In Back to Bologna (Faber, £10), Dibdin junks the traditional whodunit in favour of a sort of literary operetta. This gaudy squib abounds with in-jokes, caricatures and sitcom-style stunts. The owner of Bologna's soccer team has been found murdered, but that investigation - and the motives of the killer - matters much less than all the satirical routines. Dibdin packs in a celebrity chef who can't cook, a ludicrous private eye, more Sellers than Chandler, and a cartoon version of Umberto Eco as a glib donnish superstar named "Edgardo Ugo". Anyone who remembers the melancholic elegance of the early Zens may feel vaguely insulted. You know that a crime writer has lost his way and his zest when a character prattles self-referentially (as "Ugo" does) about "a deconstruction of the realistic, plot-driven novel". In which case, fans might wonder, why not start to deconstruct Dibdin's sales figures too?

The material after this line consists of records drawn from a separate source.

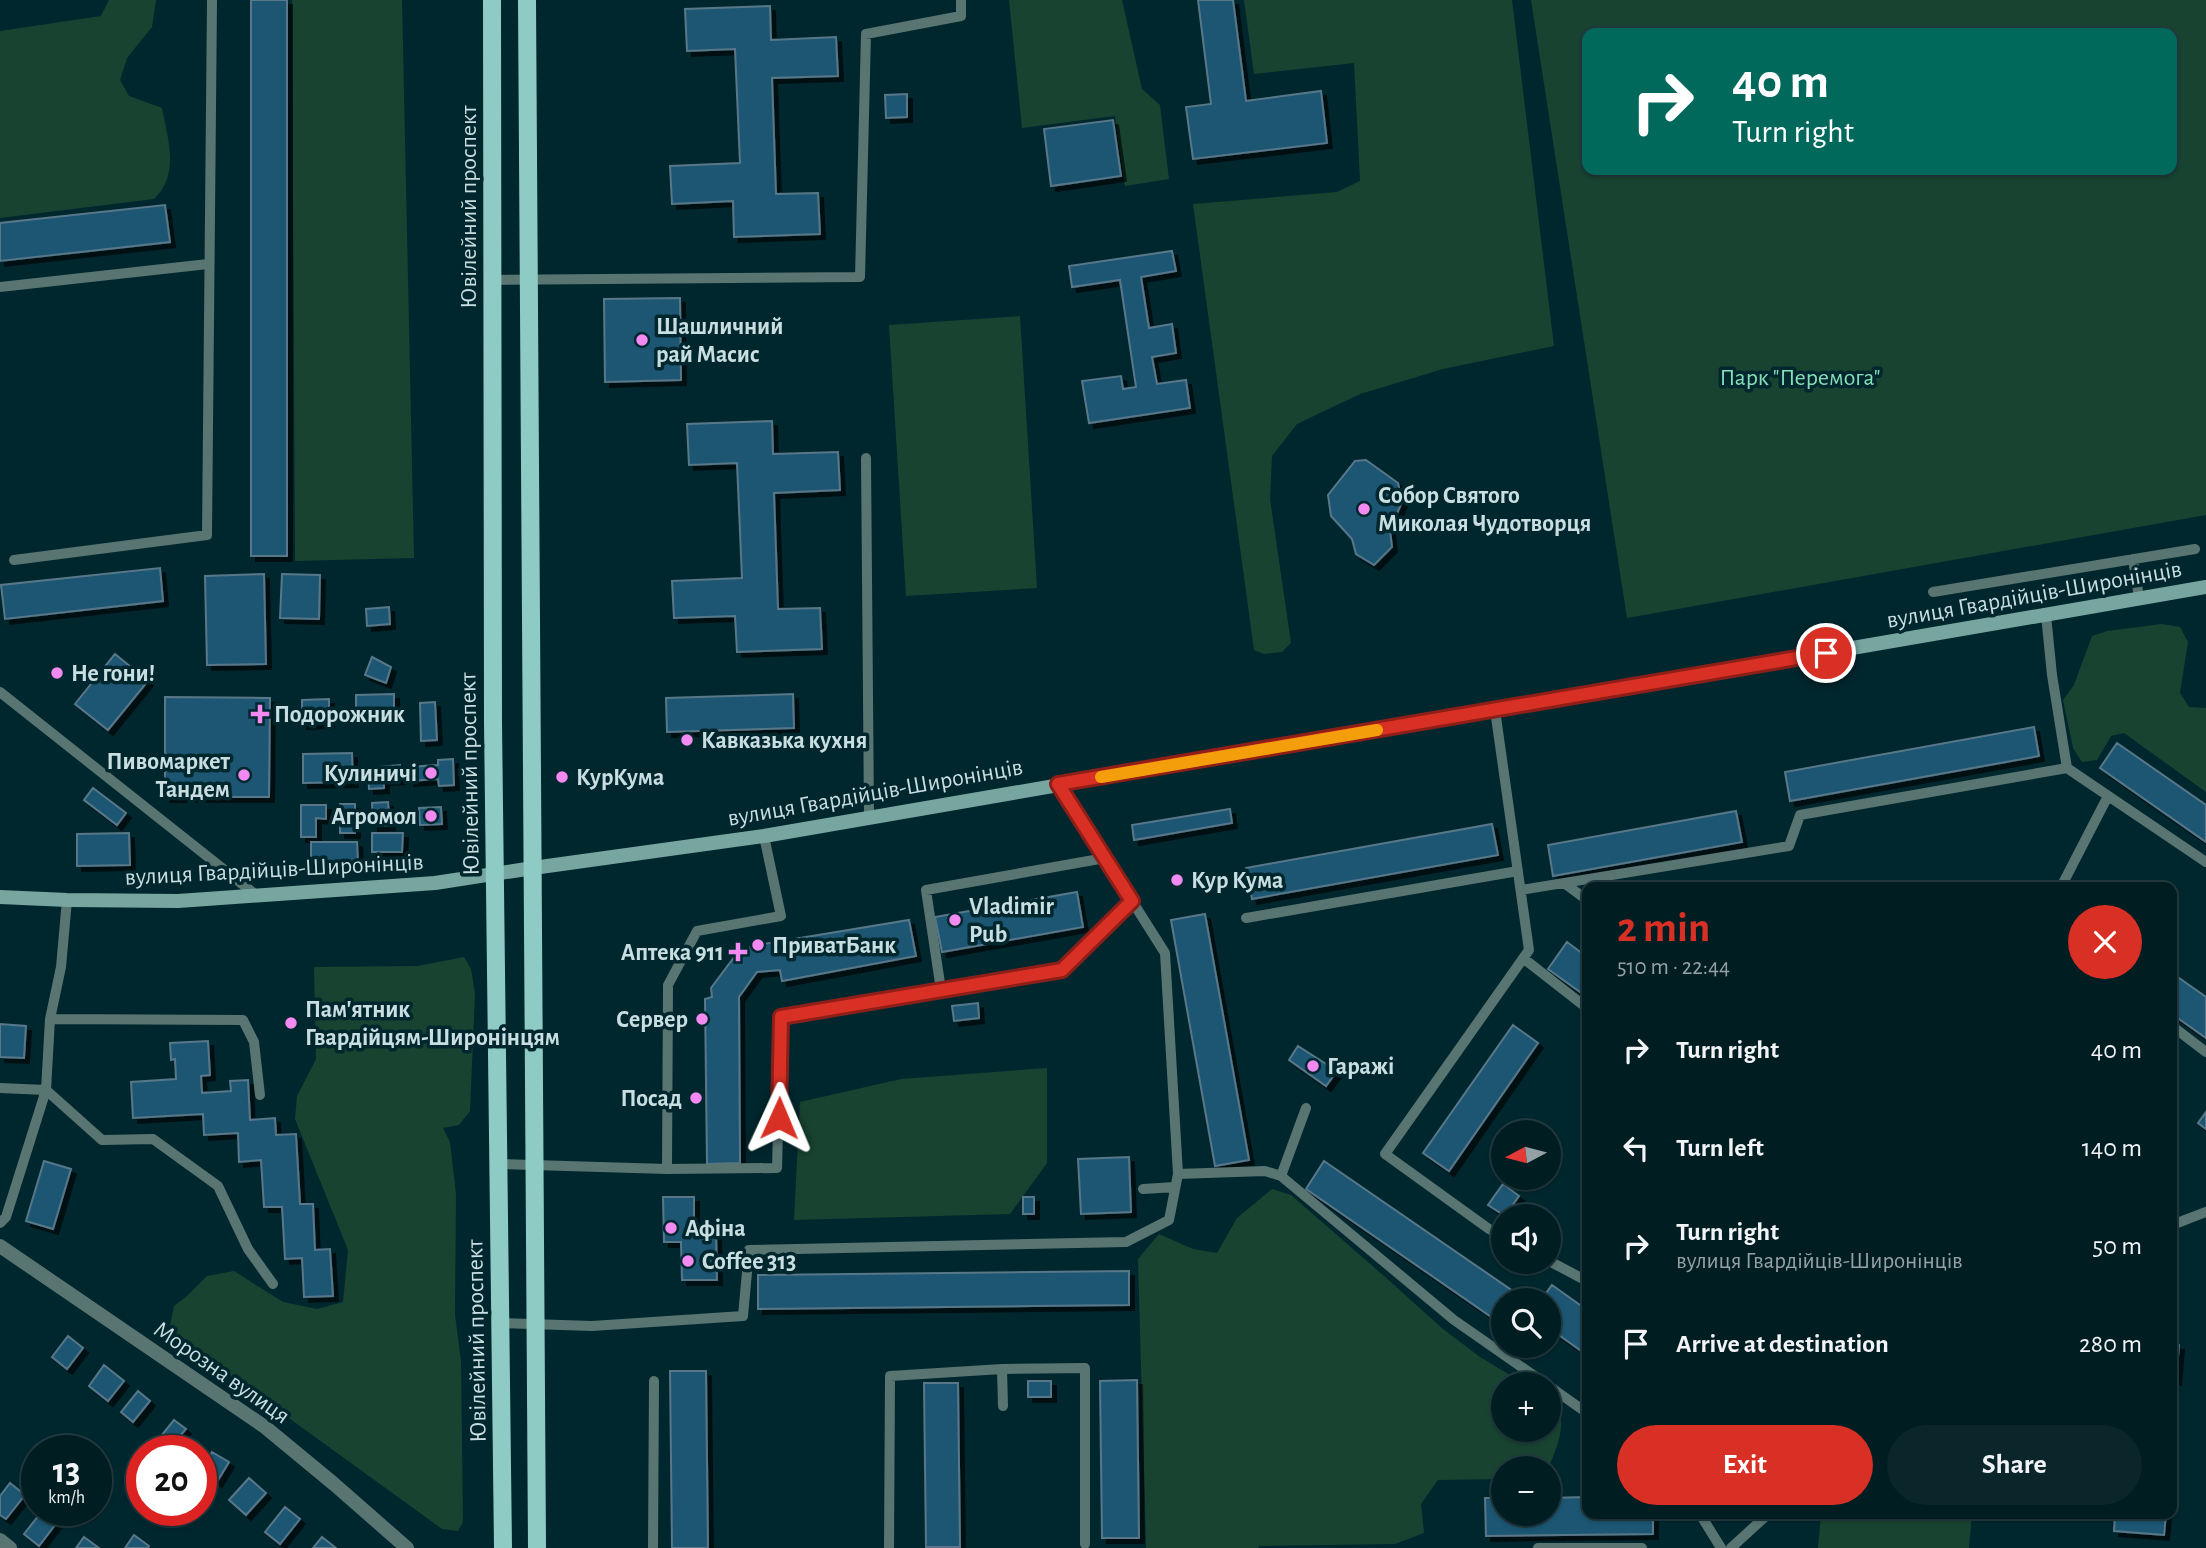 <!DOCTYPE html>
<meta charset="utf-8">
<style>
:root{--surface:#001d22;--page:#0a262a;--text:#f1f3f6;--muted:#95a2a5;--line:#223b40;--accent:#d93025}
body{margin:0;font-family:"Alegreya Sans",sans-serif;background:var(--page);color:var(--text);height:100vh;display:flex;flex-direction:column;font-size:26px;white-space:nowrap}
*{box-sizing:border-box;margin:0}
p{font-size:23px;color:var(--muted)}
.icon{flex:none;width:38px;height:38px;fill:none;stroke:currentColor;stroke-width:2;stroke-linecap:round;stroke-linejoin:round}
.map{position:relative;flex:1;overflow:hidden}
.panel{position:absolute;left:1582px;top:882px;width:595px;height:637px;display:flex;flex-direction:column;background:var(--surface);border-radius:14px;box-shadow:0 2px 5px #0004,0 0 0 2px var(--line)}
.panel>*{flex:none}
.top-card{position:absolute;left:1582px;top:28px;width:595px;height:147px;border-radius:14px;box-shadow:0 2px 5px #0004,0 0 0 2px var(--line);background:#00695c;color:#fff;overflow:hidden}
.needle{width:46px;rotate:263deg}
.buttons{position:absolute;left:1491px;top:1120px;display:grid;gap:14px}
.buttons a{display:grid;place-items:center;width:70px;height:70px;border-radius:50%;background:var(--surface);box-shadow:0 2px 5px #0004,0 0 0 2px var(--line);font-size:35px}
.speed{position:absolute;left:21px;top:1435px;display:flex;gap:14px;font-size:35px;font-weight:700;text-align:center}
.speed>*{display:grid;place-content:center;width:91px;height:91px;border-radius:50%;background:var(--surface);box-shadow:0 2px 5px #0004,0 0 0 2px var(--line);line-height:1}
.speed small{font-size:18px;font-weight:400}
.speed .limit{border:10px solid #d22;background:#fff;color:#111}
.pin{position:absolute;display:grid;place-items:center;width:60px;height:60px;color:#fff;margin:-30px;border:4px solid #fff;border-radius:50%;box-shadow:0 2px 7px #0007}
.me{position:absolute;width:77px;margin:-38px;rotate:1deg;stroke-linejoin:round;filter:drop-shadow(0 0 5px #0008)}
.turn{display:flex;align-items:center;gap:24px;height:147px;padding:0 35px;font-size:32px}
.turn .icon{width:91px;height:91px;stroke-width:2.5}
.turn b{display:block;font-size:49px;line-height:60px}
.round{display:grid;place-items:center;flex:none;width:74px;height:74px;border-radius:37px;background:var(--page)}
.headline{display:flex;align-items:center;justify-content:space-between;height:119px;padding:0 35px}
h1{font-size:42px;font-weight:600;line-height:52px;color:var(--accent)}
.primary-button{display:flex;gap:14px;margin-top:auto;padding:14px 35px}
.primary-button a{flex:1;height:80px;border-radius:42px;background:var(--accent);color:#fff;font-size:28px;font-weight:600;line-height:80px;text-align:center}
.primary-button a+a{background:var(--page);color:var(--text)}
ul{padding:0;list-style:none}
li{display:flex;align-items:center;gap:21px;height:98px;padding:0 35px}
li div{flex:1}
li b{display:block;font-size:26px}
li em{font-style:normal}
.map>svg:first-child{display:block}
.green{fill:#184331;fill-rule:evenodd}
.building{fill:#1d5672;stroke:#587789;stroke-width:2;filter:url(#shadow)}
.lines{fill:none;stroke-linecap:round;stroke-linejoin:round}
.service{stroke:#597572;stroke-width:10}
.minor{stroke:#597572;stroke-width:14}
.secondary{stroke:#77a6a0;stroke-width:14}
.primary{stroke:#8ecbc4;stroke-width:18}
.route-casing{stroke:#8d1f18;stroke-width:18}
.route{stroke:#d93025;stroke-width:12}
.slow{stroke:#f59e0b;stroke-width:12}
.poi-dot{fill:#f28af2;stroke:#00272e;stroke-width:2.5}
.labels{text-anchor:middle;stroke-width:7;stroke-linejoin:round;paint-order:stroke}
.street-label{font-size:24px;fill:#c9dee1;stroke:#00272e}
.poi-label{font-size:24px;font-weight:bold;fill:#c9dee1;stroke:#00272e;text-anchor:start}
.park-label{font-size:24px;fill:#85deb5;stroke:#00272e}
</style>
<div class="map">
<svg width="2206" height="1548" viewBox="0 0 2206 1548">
<defs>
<filter id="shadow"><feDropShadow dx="5" dy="5" stdDeviation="0" flood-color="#0009"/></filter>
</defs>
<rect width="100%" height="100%" fill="#00272e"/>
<path class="green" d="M109 0H156L152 27 127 58 120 80 129 96 162 108C168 140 180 174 154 199L0 218V31L101 16Z
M292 0H402L414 558 295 561Z
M1009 0H1122L1142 89 1160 105 1169 179 1125 186 1115 116 1022 128Z
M1244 0H1512L1554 346 1443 369 1360 394 1297 424 1272 456 1270 499 1291 643 1282 652 1264 654 1254 650 1193 204 1337 192 1360 181 1354 63 1254 74Z
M1531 0H2206V515L1627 618ZM1587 33H2172V170H1587Z
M1020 316 1037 588 906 596 889 325Z
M2162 624 2180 627 2188 642 2180 693 2189 707 2206 708V792L2124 733 2111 736 2097 760 2082 762 2073 748 2063 700 2074 685 2092 636 2107 631Z
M464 957 471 969 475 994 470 1111 459 1125 443 1128 450 1142 456 1194 455 1315 461 1361 463 1522 458 1531 442 1529 169 1331 174 1306 187 1296 207 1276 234 1271 283 1302 317 1309 343 1302 348 1250 295 1119 297 1096 316 1059 314 967 418 966Z
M1047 1068V1163L1010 1214 794 1220 800 1102 901 1079Z
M1272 1189 1291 1195 1384 1276 1443 1329 1480 1357 1525 1384H1503V1430H1549V1399C1572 1413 1557 1449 1548 1468H1503V1479L1438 1480 1421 1504 1424 1533 1395 1544 1259 1546 1258 1548H1146L1138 1259 1159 1234 1193 1249 1217 1253 1237 1218Z
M1821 1514H1972L1969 1548H1818Z"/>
<path class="building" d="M251 0H287V556H251Z
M1198 0H1233L1246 101 1321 91 1327 143 1193 159 1186 107 1211 104Z
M770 6 771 40 836 37 838 76 772 78 776 194 818 193 820 234 734 237 733 201 672 204 670 166 740 163 735 49 687 51 685 9Z
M907 94V117L886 118 885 95Z
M1113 120 1121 176 1051 186 1044 129Z
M165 205 170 242 0 261V223Z
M1172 251 1176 271 1141 277 1149 328 1172 324 1176 353 1152 357 1157 384 1186 380 1190 408 1089 423 1082 381 1121 376 1123 389 1136 387 1120 280 1072 287 1069 266Z
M680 298 681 380 605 382 604 299Z
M772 421 773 454 838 452 840 490 774 493 778 609 820 608 822 649 737 652 735 616 674 618 672 581 742 578 737 463 689 465 687 424Z
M1366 460 1398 483 1402 502 1390 530 1392 547 1374 565 1356 554 1352 539 1331 516 1328 495 1355 461Z
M160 568 163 601 5 619 1 585Z
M264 574 266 664 207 665 205 576Z
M282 574 320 575 319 619 280 618Z
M389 607 390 624 367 626 366 609Z
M115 654 148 681 108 730 75 704Z
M372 657 391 667 386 683 365 675Z
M394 694V713L356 714V695Z
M793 694 794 728 667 732 666 698Z
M165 697 270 698 269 797H165Z
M329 699V723L302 724V700Z
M435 702 437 740 421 741 420 703Z
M2034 727 2039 756 1790 801 1785 772Z
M2117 743 2206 805V842L2100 768Z
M352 753 353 782 303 783V754Z
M453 759 454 785 439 786 438 779 409 781 408 767 438 765V760Z
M400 765 401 779 384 780V788L369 789 368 768Z
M93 788 126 813 117 825 84 800Z
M388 802 390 825 373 826 372 803Z
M340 804H355V833H340Z
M301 805H326V819L316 818V837H301Z
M441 807 442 824 420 825 419 808Z
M1230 809 1232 823 1134 840 1132 825Z
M1736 811 1742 842 1553 876 1548 845Z
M1492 824 1498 855 1252 899 1246 868Z
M129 833 130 865 77 866V834Z
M372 833H403L402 852H372Z
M311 842H357L358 861H311Z
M1077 892 1083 927 942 952 935 917Z
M1205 914 1249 1160 1215 1166 1171 920Z
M909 920 916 956 782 981 780 970 757 972 739 997 740 1163 707 1164 705 999 712 997 711 988 741 948 748 951 751 946Z
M1567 942 1587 957V997L1548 969Z
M2172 973 2206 997V1038L2172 1014Z
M978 1003 979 1018 954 1021 952 1006Z
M0 1024 26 1026 24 1058 0 1057Z
M1513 1025 1538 1043 1449 1171 1423 1153Z
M208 1041 210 1075 201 1076 202 1093 231 1091 230 1081 248 1080 250 1120 275 1118 276 1135 296 1134 300 1204H313L315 1250 330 1249 333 1296 304 1297 302 1258 285 1259 282 1207H264L261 1160 239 1162 238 1133 204 1135 203 1114 133 1118 131 1082 176 1079 175 1059 171 1060 170 1043Z
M1298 1046 1337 1071 1326 1086 1289 1060Z
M2206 1112V1129L2198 1123Z
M1129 1157 1131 1212 1081 1214 1078 1159Z
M44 1161 71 1169 53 1229 26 1221Z
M1324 1161 1526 1300H1503V1325L1306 1189Z
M1503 1184 1519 1196 1505 1216 1488 1205Z
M663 1197H694V1229H716L717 1280H682L681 1242H664Z
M1023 1197H1034V1214H1023Z
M1129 1271V1305L758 1309V1275Z
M1552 1285 1587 1310V1355L1549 1328V1300H1541Z
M68 1336 83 1348 67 1369 52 1357Z
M2172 1344 2179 1345 2176 1380 2172 1379Z
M104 1365 124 1381 108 1401 89 1386Z
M670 1371H706L708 1548H672Z
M1137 1380 1139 1538H1102L1100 1381Z
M1028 1381H1051V1397H1028Z
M924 1383H958L960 1547H926Z
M138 1391 150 1401 133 1422 121 1412Z
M174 1420 186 1429 168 1450 157 1441Z
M212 1452 229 1462 217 1482 201 1473Z
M249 1478 266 1493 246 1515 229 1500Z
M10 1483 25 1495 6 1519 0 1515V1496Z
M1587 1497V1514H1653V1534L1486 1536 1485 1498H1503V1514H1549V1498Z
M285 1507 300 1519 280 1544 265 1532Z
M43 1510 58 1521 39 1546 24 1534Z
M2115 1514H2166L2164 1535 2114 1531Z
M134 1535 149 1546 148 1548H125Z
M84 1537 99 1548H76Z
M322 1537 336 1548H313Z"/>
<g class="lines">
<path class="service" d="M492 280 860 277 866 34 961 16V0
M0 287 208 264
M866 458 869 816
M2133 559 2139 598
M14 560 207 535 212 0
M1933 592 2195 549
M2046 615 2052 675 2067 768
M0 692 256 895
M1495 710 1529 950 1385 1154 1489 1229 1503 1237
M1058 784 1165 953 1178 1174 1265 1171 1281 1176 1454 1320 1546 1384
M1564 883 1587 900
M2061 887 2108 796
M1521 890 1789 846 1800 815 2067 768 2206 862
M1246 918 1518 871
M1523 958 1587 1008
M941 990 926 890 1105 858
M50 1019 243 1020 254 1042 260 1095
M2172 1026 2206 1052
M0 1088 46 1090 50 1019 61 967 67 900
M499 1164 667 1169 668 985 697 931 781 916 764 836
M667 1169 777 1168 781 1017 1062 970 1131 901
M1281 1176 1306 1108
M1143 1189 1175 1187
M0 1223 6 1217 46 1090 102 1140 153 1139 218 1186 248 1249 273 1284
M2172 1225 2206 1212
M1549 1261 1587 1281
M500 1323 592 1326 743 1316 749 1250 1126 1242 1169 1220 1178 1174
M1002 1369 1003 1406
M1549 1386 1587 1413
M1700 1514 1721 1548
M653 1548 654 1381
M889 1548 890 1376 1002 1369 1085 1368V1544
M1538 1548H1642
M1731 1548 1768 1514"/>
<path class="minor" d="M0 1246 265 1427 334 1484 407 1548
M0 1540 10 1548"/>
<path class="secondary" d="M0 897 67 900 178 901 435 883 533 868 764 836 2206 587"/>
<path class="primary" d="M492 0 493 723 503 1548
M527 0 537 1548"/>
</g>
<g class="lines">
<defs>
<path id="route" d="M779 1118 781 1017 1062 970 1132 901 1058 784 1826 653"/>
</defs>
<use href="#route" class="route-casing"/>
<use href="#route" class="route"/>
<path class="slow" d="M1101 777 1377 730"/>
</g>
<g class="poi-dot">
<circle cx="642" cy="340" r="7"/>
<circle cx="1364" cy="509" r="7"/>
<circle cx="57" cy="673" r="7"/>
<path d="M256.5 703.5h7v7h7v7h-7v7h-7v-7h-7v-7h7z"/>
<circle cx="687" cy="740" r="7"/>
<circle cx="431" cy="773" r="7"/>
<circle cx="244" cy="775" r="7"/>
<circle cx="562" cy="777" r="7"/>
<circle cx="431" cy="816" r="7"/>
<circle cx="1177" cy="880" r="7"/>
<circle cx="955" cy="920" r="7"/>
<circle cx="758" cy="945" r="7"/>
<path d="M734.5 941.5h7v7h7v7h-7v7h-7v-7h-7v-7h7z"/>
<circle cx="702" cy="1019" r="7"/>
<circle cx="291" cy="1023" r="7"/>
<circle cx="1313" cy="1066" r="7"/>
<circle cx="696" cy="1098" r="7"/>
<circle cx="671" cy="1228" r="7"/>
<circle cx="688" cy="1261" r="7"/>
</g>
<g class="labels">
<g class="street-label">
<text transform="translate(468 207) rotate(-90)" y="8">Ювілейний проспект</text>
<text transform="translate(2034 594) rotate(-10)" y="8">вулиця Гвардійців-Широнінців</text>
<text transform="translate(469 774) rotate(-91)" y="8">Ювілейний проспект</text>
<text transform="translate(875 792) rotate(-10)" y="8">вулиця Гвардійців-Широнінців</text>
<text transform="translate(274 869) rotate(-3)" y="8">вулиця Гвардійців-Широнінців</text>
<text transform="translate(476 1341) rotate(-91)" y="8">Ювілейний проспект</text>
<text transform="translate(222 1372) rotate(35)" y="8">Морозна вулиця</text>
</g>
<g class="poi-label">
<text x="656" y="334">Шашличний<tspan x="656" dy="28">рай Масис</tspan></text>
<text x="1378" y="503">Собор Святого<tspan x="1378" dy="28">Миколая Чудотворця</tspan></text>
<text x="71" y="681">Не гони!</text>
<text x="274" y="722">Подорожник</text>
<text x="701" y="748">Кавказька кухня</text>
<text x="230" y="769" text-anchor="end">Пивомаркет<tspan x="230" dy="28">Тандем</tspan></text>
<text x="417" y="781" text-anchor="end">Кулиничі</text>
<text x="576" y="785">КурКума</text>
<text x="417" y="824" text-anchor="end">Агромол</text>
<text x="1191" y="888">Кур Кума</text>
<text x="969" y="914">Vladimir<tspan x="969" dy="28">Pub</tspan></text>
<text x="772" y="953">ПриватБанк</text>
<text x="724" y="960" text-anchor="end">Аптека 911</text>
<text x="305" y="1017">Пам'ятник<tspan x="305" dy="28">Гвардійцям-Широнінцям</tspan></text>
<text x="688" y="1027" text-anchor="end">Сервер</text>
<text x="1327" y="1074">Гаражі</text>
<text x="682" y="1106" text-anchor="end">Посад</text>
<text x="685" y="1236">Афіна</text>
<text x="702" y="1269">Coffee 313</text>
</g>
<g class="park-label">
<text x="1800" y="385">Парк "Перемога"</text>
</g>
</g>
</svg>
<div class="buttons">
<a><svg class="needle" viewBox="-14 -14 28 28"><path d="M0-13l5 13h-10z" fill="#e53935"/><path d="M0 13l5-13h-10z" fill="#95a2a5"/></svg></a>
<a><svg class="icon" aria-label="sound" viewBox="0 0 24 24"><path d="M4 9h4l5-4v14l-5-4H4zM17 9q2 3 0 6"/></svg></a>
<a><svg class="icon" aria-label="search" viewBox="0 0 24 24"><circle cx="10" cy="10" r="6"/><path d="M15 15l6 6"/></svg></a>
<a>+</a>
<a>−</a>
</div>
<div class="speed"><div>13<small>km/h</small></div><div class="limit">20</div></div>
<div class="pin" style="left:1826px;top:653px;background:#d93025"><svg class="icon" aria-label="arrive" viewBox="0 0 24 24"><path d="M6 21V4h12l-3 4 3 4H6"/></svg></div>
<svg class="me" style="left:779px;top:1118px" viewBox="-20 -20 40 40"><path d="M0-17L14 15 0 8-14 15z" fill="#d93025" stroke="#fff" stroke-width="4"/></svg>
<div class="top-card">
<div class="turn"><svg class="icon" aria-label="right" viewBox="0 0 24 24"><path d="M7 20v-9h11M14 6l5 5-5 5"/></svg><div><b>40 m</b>Turn right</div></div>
</div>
<section class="panel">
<div class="headline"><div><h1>2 min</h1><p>510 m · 22:44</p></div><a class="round" style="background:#d93025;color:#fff"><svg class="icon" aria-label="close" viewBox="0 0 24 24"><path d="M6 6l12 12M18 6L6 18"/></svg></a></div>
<ul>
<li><svg class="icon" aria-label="right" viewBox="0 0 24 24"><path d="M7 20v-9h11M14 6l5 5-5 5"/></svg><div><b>Turn right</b></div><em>40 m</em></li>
<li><svg class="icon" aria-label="left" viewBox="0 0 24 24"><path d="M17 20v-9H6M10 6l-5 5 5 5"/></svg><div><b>Turn left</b></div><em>140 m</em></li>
<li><svg class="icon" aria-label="right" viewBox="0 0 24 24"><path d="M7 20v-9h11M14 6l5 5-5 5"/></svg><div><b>Turn right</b><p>вулиця Гвардійців-Широнінців</p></div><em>50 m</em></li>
<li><svg class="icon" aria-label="arrive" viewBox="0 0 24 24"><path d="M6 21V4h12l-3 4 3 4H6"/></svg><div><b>Arrive at destination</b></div><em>280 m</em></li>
</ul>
<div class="primary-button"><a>Exit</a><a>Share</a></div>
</section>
</div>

Besides, why stick with a pretend Italian when you can enjoy the real thing? Readers who want a native rival to Zen should hunt down The Voice of the Violin, the latest of Andrea Camilleri's fine Inspector Montalbano mysteries to be exported (translated by Stephen Sartarelli; Picador, £12.99). Here, "Italian" counts as an official term: Camilleri is above all a proud Sicilian. His crime novels convey a quiet devotion to the island's people, places and (mouth-wateringly) its food.

This time, Montalbano has to cope with the death of a glamorous incomer who was building her Sicilian dream home, the fatal blunders of the Flying Squad, and a disfigured violin virtuoso who may hold the key to the murder. Camilleri still respects his readers enough to lavish care and craft on plot and clues, while the local colour comes naturally in unobtrusive strokes. The result is that Montalbano's latest course seems as satisfying as the "substantial dish of lamb alla cacciatora" that he puts away. Zen's escapade, in contrast, feels about as nourishing as a slapdash pile of fake "spaghetti bolognese" thrown down with contempt in an English greasy-spoon.